The trade could pump a small bit of life into the fantasy value of Moss in Indianapolis. He had fallen out of favor in Buffalo in the past year. Moss and Deon Jackson are now backups to Jonathan Taylor, who’s been dealing with an ankle problem. If Taylor were to miss time, Moss would likely get a healthy share of early-down work for the Colts.

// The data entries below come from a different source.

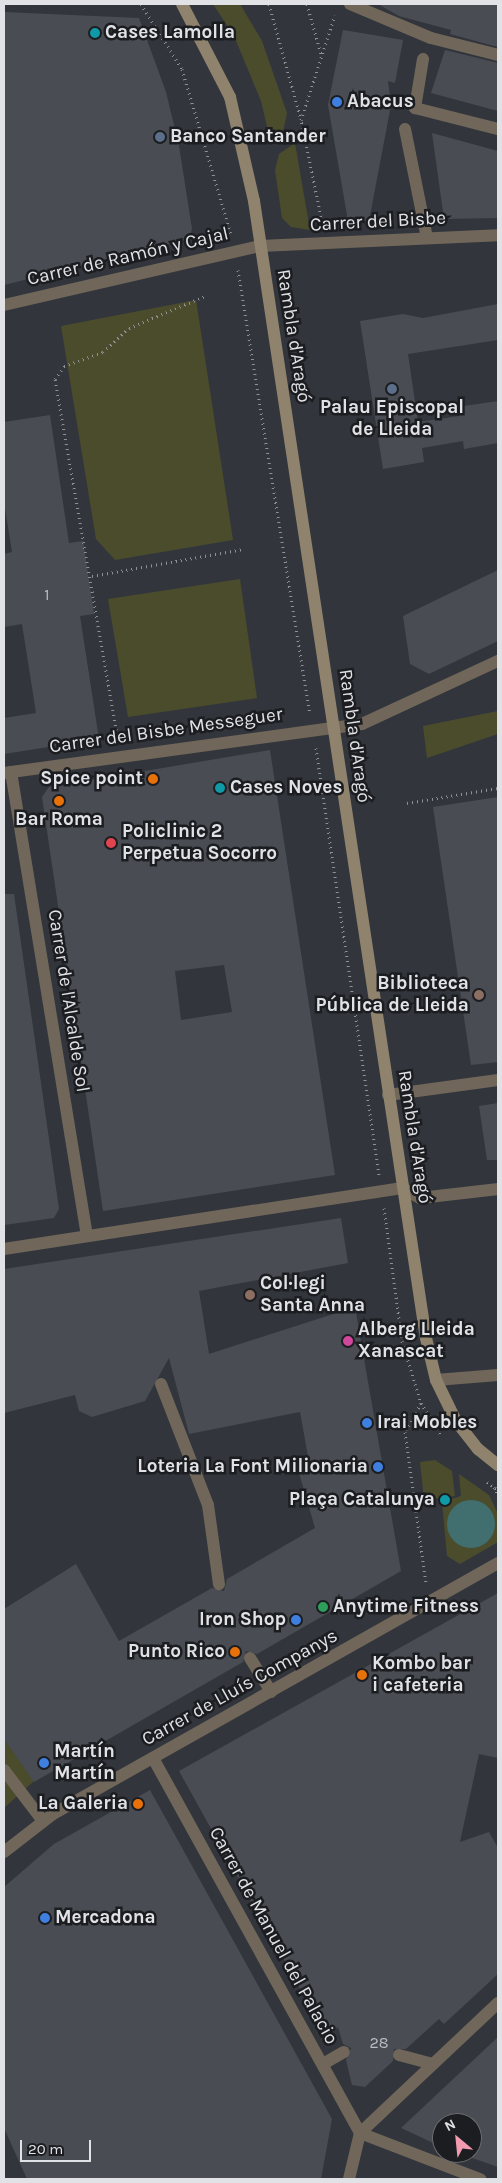 <!DOCTYPE html>
<html>
<head>
<meta charset="utf-8">
<style>
	body { margin:0 }
	#map { position:relative; width:502px; height:2183px; overflow:hidden; background:#32363c; font-family:Karla,sans-serif }
	div>[style] { position:absolute }
	[style*='--x'] { left:calc(var(--x)*1px); top:calc(var(--y)*1px); width:calc(var(--w)*1px); rotate:calc(var(--a)*1deg) }
	.green>* { inset:0; background:#4b4c2c }
	.water>* { inset:0; background:#416f6f }
	.round { border-radius:50% }
	.building>* { inset:0; background:#494d53 }
	.path>* { height:3px; margin-top:-1.5px; transform-origin:0; background:repeating-linear-gradient(90deg,#8e9196 0 1px,transparent 0 5px) }
	.service>* { height:12px; margin:-6px; padding:0 6px; transform-origin:6px; border-radius:6px; background:#70675a }
	.pedestrian>* { height:12px; margin:-6px; padding:0 6px; transform-origin:6px; border-radius:6px; background:#70675a }
	.minor>* { height:12px; margin:-6px; padding:0 6px; transform-origin:6px; border-radius:6px; background:#70675a }
	.secondary>* { height:12px; margin:-6px; padding:0 6px; transform-origin:6px; border-radius:6px; background:#90836e }
	.dots>* { width:14px; height:14px; translate:-50% -50%; box-sizing:border-box; border:2px solid #1c1d20; border-radius:50% }
	span { translate:-50% -50%; white-space:nowrap; text-align:center; line-height:1.15; -webkit-text-stroke:5px #1c1d20; paint-order:stroke }
	.number-label { font-size:16px; color:#babdc1 }
	.number-label span { -webkit-text-stroke-width:0 }
	.poi-label { font-size:19px; color:#e0e2e6; font-weight:700 }
	.left { translate:0 -50%; text-align:left }
	.right { translate:-100% -50%; text-align:right }
	.street-label { font-size:19px; color:#e0e2e6 }
	.frame { position:absolute; inset:0; border:5px solid #e0e2e6; pointer-events:none }
	.north { position:absolute; left:432px; top:2113px; width:50px; height:50px; box-sizing:border-box; background:#1c1d20; border:1px solid #6a6c6f; border-radius:50%; rotate:332deg; font-size:14px; font-weight:700; line-height:20px; text-align:center; color:#e0e2e6 }
	.north::after { content:''; display:block; margin:auto; width:18px; height:22px; background:#f19ab0; clip-path:polygon(50% 0,100% 100%,50% 72%,0 100%) }
	.scale { position:absolute; left:20px; top:2140px; width:71px; height:22px; box-sizing:border-box; border:2px solid #e0e2e6; border-top:0; padding-left:6px; font-size:15px; line-height:18px; white-space:nowrap; color:#e0e2e6; -webkit-text-stroke:4px #1c1d20; paint-order:stroke }
</style>
</head>
<body>
<div id="map">
	<div class="green">
		<div style="clip-path:polygon(213px 4px,240px 4px,262px 41px,287px 113px,283px 132px,276px 136px,269px 135px,261px 101px,234px 36px)"></div>
		<div style="clip-path:polygon(295px 143px,310px 230px,291px 227px,282px 218px,275px 170px,279px 154px)"></div>
		<div style="clip-path:polygon(196px 300px,233px 540px,115px 560px,96px 539px,61px 326px)"></div>
		<div style="clip-path:polygon(240px 579px,257px 698px,128px 717px,108px 599px)"></div>
		<div style="clip-path:polygon(498px 711px,498px 734px,427px 758px,423px 726px)"></div>
		<div style="clip-path:polygon(435px 1460px,452px 1471px,455px 1496px,424px 1500px,420px 1462px)"></div>
		<div style="clip-path:polygon(459px 1474px,489px 1495px,498px 1514px,498px 1542px,460px 1564px,447px 1556px,442px 1502px,461px 1496px)"></div>
		<div style="clip-path:polygon(4px 1739px,34px 1781px,4px 1808px)"></div>
	</div>
	<div class="water">
		<div class="round" style="left:447px;top:1500px;width:48px;height:48px"></div>
	</div>
	<div class="building">
		<div style="clip-path:polygon(378px 4px,498px 4px,498px 47px,450px 34px,451px 30px,399px 16px)"></div>
		<div style="clip-path:polygon(4px 12px,139px 18px,166px 92px,179px 146px,192px 229px,189px 239px,4px 285px)"></div>
		<div style="clip-path:polygon(343px 30px,403px 40px,395px 83px,388px 81px,391px 105px,369px 221px,348px 221px,328px 105px)"></div>
		<div style="clip-path:polygon(445px 50px,498px 63px,498px 111px,431px 93px)"></div>
		<div style="clip-path:polygon(432px 133px,498px 151px,498px 218px,444px 219px)"></div>
		<div style="clip-path:polygon(498px 304px,498px 340px,408px 354px,418px 422px,459px 416px,457px 407px,498px 401px,498px 443px,464px 449px,463px 441px,422px 448px,424px 462px,383px 469px,360px 321px,403px 314px,423px 318px)"></div>
		<div style="clip-path:polygon(50px 415px,69px 543px,83px 541px,94px 614px,80px 616px,99px 739px,4px 754px,4px 718px,36px 713px,22px 624px,4px 627px,4px 554px,12px 552px,4px 502px,4px 422px)"></div>
		<div style="clip-path:polygon(498px 570px,498px 641px,429px 674px,410px 664px,403px 616px)"></div>
		<div style="clip-path:polygon(evenodd,270px 750px,335px 1175px,103px 1211px,42px 797px,49px 787px,270px 750px,224px 965px,232px 1012px,181px 1020px,175px 971px,224px 965px)"></div>
		<div style="clip-path:polygon(498px 797px,498px 1062px,471px 1065px,433px 807px)"></div>
		<div style="clip-path:polygon(4px 894px,14px 894px,59px 1209px,54px 1218px,4px 1225px)"></div>
		<div style="clip-path:polygon(498px 1103px,498px 1160px,487px 1160px,479px 1106px)"></div>
		<div style="clip-path:polygon(341px 1218px,348px 1263px,199px 1291px,209px 1354px,355px 1307px,401px 1571px,257px 1654px,246px 1651px,243px 1662px,34px 1782px,4px 1739px,4px 1609px,76px 1564px,119px 1641px,212px 1588px,224px 1591px,227px 1579px,315px 1528px,297px 1466px,309px 1462px,300px 1412px,189px 1434px,169px 1358px,145px 1401px,92px 1417px,79px 1411px,75px 1395px,4px 1413px,4px 1269px)"></div>
		<div style="clip-path:polygon(498px 1593px,498px 1758px,479px 1754px,460px 1842px,489px 1832px,498px 1848px,498px 1974px,444px 2024px,439px 2019px,406px 2049px,394px 2049px,393px 2061px,365px 2087px,352px 2085px,346px 2060px,351px 2048px,343px 2044px,338px 2027px,327px 2037px,179px 1771px)"></div>
		<div style="clip-path:polygon(150px 1790px,332px 2119px,321px 2179px,27px 2179px,4px 2128px,4px 1887px,54px 1844px)"></div>
		<div style="clip-path:polygon(498px 2037px,498px 2167px,458px 2153px,472px 2153px,472px 2123px,442px 2123px,442px 2147px,401px 2128px)"></div>
	</div>
	<div class="path">
		<div style="--x:141;--y:4;--w:77;--a:57.8"></div>
		<div style="--x:182;--y:69;--w:172;--a:73.5"></div>
		<div style="--x:269;--y:4;--w:119;--a:74.5"></div>
		<div style="--x:307;--y:4;--w:52;--a:74.4"></div>
		<div style="--x:323;--y:226;--w:108;--a:-101.7"></div>
		<div style="--x:301;--y:120;--w:110;--a:-72.1"></div>
		<div style="--x:238;--y:270;--w:449;--a:80.8"></div>
		<div style="--x:92;--y:576;--w:154;--a:-10.1"></div>
		<div style="--x:118;--y:740;--w:366;--a:-99.9"></div>
		<div style="--x:55;--y:379;--w:16;--a:-55"></div>
		<div style="--x:64;--y:366;--w:41;--a:-19.7"></div>
		<div style="--x:103;--y:352;--w:35;--a:-43"></div>
		<div style="--x:129;--y:328;--w:82;--a:-22.8"></div>
		<div style="--x:316;--y:748;--w:432;--a:81.6"></div>
		<div style="--x:407;--y:803;--w:92;--a:-9.4"></div>
		<div style="--x:384;--y:1208;--w:134;--a:82.3"></div>
		<div style="--x:402;--y:1341;--w:65;--a:73"></div>
		<div style="--x:421;--y:1403;--w:33;--a:119"></div>
		<div style="--x:405;--y:1432;--w:153;--a:82.1"></div>
		<div style="--x:421;--y:1403;--w:38;--a:58"></div>
		<div style="--x:487;--y:1482;--w:14;--a:36"></div>
		<div style="--x:494;--y:1487;--w:10;--a:66"></div>
	</div>
	<div class="service">
		<div style="--x:423;--y:59;--w:50;--a:99.3"></div>
		<div style="--x:415;--y:108;--w:86;--a:14.2"></div>
		<div style="--x:405;--y:129;--w:111;--a:78.6"></div>
		<div style="--x:161;--y:1384;--w:130;--a:68.8"></div>
		<div style="--x:208;--y:1505;--w:80;--a:82.1"></div>
		<div style="--x:250;--y:1658;--w:40;--a:58"></div>
		<div style="--x:399;--y:2055;--w:35;--a:15"></div>
		<div style="--x:323;--y:2064;--w:24;--a:-30"></div>
	</div>
	<div class="pedestrian">
		<div style="--x:350;--y:4;--w:88;--a:22.8"></div>
		<div style="--x:431;--y:38;--w:69;--a:14.2"></div>
		<div style="--x:402;--y:1188;--w:21;--a:29"></div>
		<div style="--x:420;--y:1198;--w:79;--a:-6.6"></div>
		<div style="--x:4;--y:1770;--w:64;--a:52.6"></div>
	</div>
	<div class="minor">
		<div style="--x:4;--y:305;--w:263;--a:-13"></div>
		<div style="--x:260;--y:246;--w:238;--a:-2.6"></div>
		<div style="--x:11;--y:772;--w:470;--a:80.7"></div>
		<div style="--x:4;--y:773;--w:361;--a:-7.8"></div>
		<div style="--x:362;--y:724;--w:150;--a:-24.9"></div>
		<div style="--x:388;--y:1095;--w:111;--a:-7.8"></div>
		<div style="--x:4;--y:1249;--w:403;--a:-8.7"></div>
		<div style="--x:436;--y:1380;--w:62;--a:-4.6"></div>
		<div style="--x:153;--y:1758;--w:428;--a:61.1"></div>
		<div style="--x:360;--y:2133;--w:129;--a:21"></div>
		<div style="--x:4;--y:1852;--w:62;--a:-37.8"></div>
		<div style="--x:53;--y:1814;--w:511;--a:-29.42"></div>
		<div style="--x:349;--y:2179;--w:47;--a:-76.6"></div>
		<div style="--x:360;--y:2133;--w:190;--a:-43.3"></div>
	</div>
	<div class="secondary">
		<div style="--x:182;--y:4;--w:105;--a:62.7"></div>
		<div style="--x:230;--y:97;--w:107;--a:77"></div>
		<div style="--x:254;--y:201;--w:1150;--a:81.4"></div>
		<div style="--x:426;--y:1338;--w:43;--a:76.6"></div>
		<div style="--x:436;--y:1380;--w:46;--a:64"></div>
		<div style="--x:456;--y:1421;--w:36;--a:52"></div>
		<div style="--x:478;--y:1449;--w:26;--a:39"></div>
	</div>
	<div class="dots">
		<div style="left:95px;top:33px;background:#0f9aa8"></div>
		<div style="left:337px;top:102px;background:#3f7fe0"></div>
		<div style="left:160px;top:137px;background:#5c6f8a"></div>
		<div style="left:392px;top:389px;background:#5c6f8a"></div>
		<div style="left:153px;top:779px;background:#e8710a"></div>
		<div style="left:220px;top:788px;background:#0f9aa8"></div>
		<div style="left:59px;top:801px;background:#e8710a"></div>
		<div style="left:111px;top:843px;background:#e0444e"></div>
		<div style="left:479px;top:995px;background:#8d6e63"></div>
		<div style="left:250px;top:1295px;background:#8d6e63"></div>
		<div style="left:348px;top:1341px;background:#d1479c"></div>
		<div style="left:367px;top:1423px;background:#3f7fe0"></div>
		<div style="left:378px;top:1467px;background:#3f7fe0"></div>
		<div style="left:445px;top:1500px;background:#0f9aa8"></div>
		<div style="left:323px;top:1607px;background:#2e9e5b"></div>
		<div style="left:296px;top:1620px;background:#3f7fe0"></div>
		<div style="left:235px;top:1652px;background:#e8710a"></div>
		<div style="left:362px;top:1675px;background:#e8710a"></div>
		<div style="left:44px;top:1763px;background:#3f7fe0"></div>
		<div style="left:138px;top:1804px;background:#e8710a"></div>
		<div style="left:45px;top:1918px;background:#3f7fe0"></div>
	</div>
	<div class="number-label">
		<span style="left:47px;top:595px">1</span>
		<span style="left:379px;top:2043px">28</span>
	</div>
	<div class="poi-label">
		<span class="left" style="left:105px;top:33px">Cases Lamolla</span>
		<span class="left" style="left:347px;top:102px">Abacus</span>
		<span class="left" style="left:170px;top:137px">Banco Santander</span>
		<span style="left:392px;top:419px">Palau Episcopal<br>de Lleida</span>
		<span class="right" style="left:143px;top:779px">Spice point</span>
		<span class="left" style="left:230px;top:788px">Cases Noves</span>
		<span style="left:59px;top:820px">Bar Roma</span>
		<span class="left" style="left:122px;top:843px">Policlinic 2<br>Perpetua Socorro</span>
		<span class="right" style="left:469px;top:995px">Biblioteca<br>Pública de Lleida</span>
		<span class="left" style="left:260px;top:1295px">Col·legi<br>Santa Anna</span>
		<span class="left" style="left:358px;top:1341px">Alberg Lleida<br>Xanascat</span>
		<span class="left" style="left:377px;top:1423px">Irai Mobles</span>
		<span class="right" style="left:368px;top:1467px">Loteria La Font Milionaria</span>
		<span class="right" style="left:435px;top:1500px">Plaça Catalunya</span>
		<span class="left" style="left:333px;top:1607px">Anytime Fitness</span>
		<span class="right" style="left:286px;top:1620px">Iron Shop</span>
		<span class="right" style="left:225px;top:1652px">Punto Rico</span>
		<span class="left" style="left:372px;top:1675px">Kombo bar<br>i cafeteria</span>
		<span class="left" style="left:54px;top:1763px">Martín<br>Martín</span>
		<span class="right" style="left:128px;top:1804px">La Galeria</span>
		<span class="left" style="left:55px;top:1918px">Mercadona</span>
	</div>
	<div class="street-label">
		<span style="left:378px;top:222px;rotate:-3deg">Carrer del Bisbe</span>
		<span style="left:128px;top:257px;rotate:-13deg">Carrer de Ramón y Cajal</span>
		<span style="left:293px;top:336px;rotate:81deg">Rambla d'Aragó</span>
		<span style="left:166px;top:731px;rotate:-8deg">Carrer del Bisbe Messeguer</span>
		<span style="left:354px;top:736px;rotate:82deg">Rambla d'Aragó</span>
		<span style="left:68px;top:1001px;rotate:81deg">Carrer de l'Alcalde Sol</span>
		<span style="left:414px;top:1137px;rotate:81deg">Rambla d'Aragó</span>
		<span style="left:240px;top:1688px;rotate:-29deg">Carrer de Lluís Companys</span>
		<span style="left:273px;top:1936px;rotate:61deg">Carrer de Manuel del Palacio</span>
	</div>
	<div class="frame"></div>
	<div class="north">N</div>
	<div class="scale">20 m</div>
</div>
</body>
</html>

There could be some residual value gainers in Indianapolis. Deon Jackson could get more passing-down snaps with Hines out of the picture. Some of Hines’ vacated targets will go elsewhere, and short-area WR Parris Campbell might be the biggest beneficiary. But that’s probably the wishful thinking of someone who has Campbell rostered. 


Okay, this one happened last week after I had posted my column about the McCaffrey trade. But it’s significant in that the Chiefs’ paid up to acquire the second-year WR who has spent more time injured than not. The New York Giants traded the speedy wide receiver to Kansas City in exchange for a 2023 third-round compensatory pick and a 2023 sixth-round pick.

It was more than a year ago when Toney exploded on the scene with a 6-78-0 game vs. the Saints and 10-189-0 game vs. the Cowboys. In those two games, he flashing athleticism and after-the-catch explosiveness. Those qualities were evident at the University of Florida, prompting the Giants to take him with the 20th overall pick in last year’s draft.

But then all of the injuries started, and Toney’s fantasy value plummeted with his football fortunes. Still, the Chiefs must believe Toney can still turn his special athleticism into consistent NFL production. Toney, who’s been sidelined all season with hamstring injuries, currently is scheduled to play in Sunday night’s game against the Titans. 

How much Toney plays remains to be seen. JuJu Smith-Schuster is entrenched as the Chiefs’ primary slot receiver, and Toney is not likely to take snaps from Marquez Valdes-Scantling, who signed a three-year, $30 million deal in the offseason. If Toney stays healthy, Mecole Hardman might be squeezed out as the No. 3 receiver for Patrick Mahomes.